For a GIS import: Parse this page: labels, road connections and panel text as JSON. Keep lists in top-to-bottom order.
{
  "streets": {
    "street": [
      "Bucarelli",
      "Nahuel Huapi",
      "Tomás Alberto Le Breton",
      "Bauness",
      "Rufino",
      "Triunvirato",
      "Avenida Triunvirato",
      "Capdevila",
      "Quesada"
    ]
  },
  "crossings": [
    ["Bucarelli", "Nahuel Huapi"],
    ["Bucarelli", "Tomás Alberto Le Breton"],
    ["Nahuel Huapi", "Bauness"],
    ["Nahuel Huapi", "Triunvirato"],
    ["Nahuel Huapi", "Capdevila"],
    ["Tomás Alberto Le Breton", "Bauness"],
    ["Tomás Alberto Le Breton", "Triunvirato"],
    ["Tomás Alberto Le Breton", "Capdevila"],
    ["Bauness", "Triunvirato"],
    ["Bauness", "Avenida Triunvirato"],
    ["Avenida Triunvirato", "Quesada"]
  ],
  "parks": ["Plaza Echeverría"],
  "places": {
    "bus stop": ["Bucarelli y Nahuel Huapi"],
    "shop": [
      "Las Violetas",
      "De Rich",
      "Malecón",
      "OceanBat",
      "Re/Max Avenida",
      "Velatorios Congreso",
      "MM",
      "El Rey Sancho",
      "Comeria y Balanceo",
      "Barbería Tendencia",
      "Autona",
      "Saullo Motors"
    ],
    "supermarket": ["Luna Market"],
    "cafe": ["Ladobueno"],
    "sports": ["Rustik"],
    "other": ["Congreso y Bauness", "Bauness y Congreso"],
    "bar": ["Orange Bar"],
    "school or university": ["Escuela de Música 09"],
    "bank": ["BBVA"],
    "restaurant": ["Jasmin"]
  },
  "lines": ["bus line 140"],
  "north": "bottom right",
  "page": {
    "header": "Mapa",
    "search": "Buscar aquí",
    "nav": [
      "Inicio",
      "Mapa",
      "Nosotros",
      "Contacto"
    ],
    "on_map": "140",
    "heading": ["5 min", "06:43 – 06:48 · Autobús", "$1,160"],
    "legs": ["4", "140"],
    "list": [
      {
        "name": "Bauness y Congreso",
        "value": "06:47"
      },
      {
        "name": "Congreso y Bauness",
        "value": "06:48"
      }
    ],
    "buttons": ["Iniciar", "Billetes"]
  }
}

--------

▶ **Aim of the task**: Restate the records above in full, keeping each line exactly as it stands.

▶ **Task output**:
For a GIS import: Parse this page: labels, road connections and panel text as JSON. Keep lists in top-to-bottom order.
{
  "streets": {
    "street": [
      "Bucarelli",
      "Nahuel Huapi",
      "Tomás Alberto Le Breton",
      "Bauness",
      "Rufino",
      "Triunvirato",
      "Avenida Triunvirato",
      "Capdevila",
      "Quesada"
    ]
  },
  "crossings": [
    ["Bucarelli", "Nahuel Huapi"],
    ["Bucarelli", "Tomás Alberto Le Breton"],
    ["Nahuel Huapi", "Bauness"],
    ["Nahuel Huapi", "Triunvirato"],
    ["Nahuel Huapi", "Capdevila"],
    ["Tomás Alberto Le Breton", "Bauness"],
    ["Tomás Alberto Le Breton", "Triunvirato"],
    ["Tomás Alberto Le Breton", "Capdevila"],
    ["Bauness", "Triunvirato"],
    ["Bauness", "Avenida Triunvirato"],
    ["Avenida Triunvirato", "Quesada"]
  ],
  "parks": ["Plaza Echeverría"],
  "places": {
    "bus stop": ["Bucarelli y Nahuel Huapi"],
    "shop": [
      "Las Violetas",
      "De Rich",
      "Malecón",
      "OceanBat",
      "Re/Max Avenida",
      "Velatorios Congreso",
      "MM",
      "El Rey Sancho",
      "Comeria y Balanceo",
      "Barbería Tendencia",
      "Autona",
      "Saullo Motors"
    ],
    "supermarket": ["Luna Market"],
    "cafe": ["Ladobueno"],
    "sports": ["Rustik"],
    "other": ["Congreso y Bauness", "Bauness y Congreso"],
    "bar": ["Orange Bar"],
    "school or university": ["Escuela de Música 09"],
    "bank": ["BBVA"],
    "restaurant": ["Jasmin"]
  },
  "lines": ["bus line 140"],
  "north": "bottom right",
  "page": {
    "header": "Mapa",
    "search": "Buscar aquí",
    "nav": [
      "Inicio",
      "Mapa",
      "Nosotros",
      "Contacto"
    ],
    "on_map": "140",
    "heading": ["5 min", "06:43 – 06:48 · Autobús", "$1,160"],
    "legs": ["4", "140"],
    "list": [
      {
        "name": "Bauness y Congreso",
        "value": "06:47"
      },
      {
        "name": "Congreso y Bauness",
        "value": "06:48"
      }
    ],
    "buttons": ["Iniciar", "Billetes"]
  }
}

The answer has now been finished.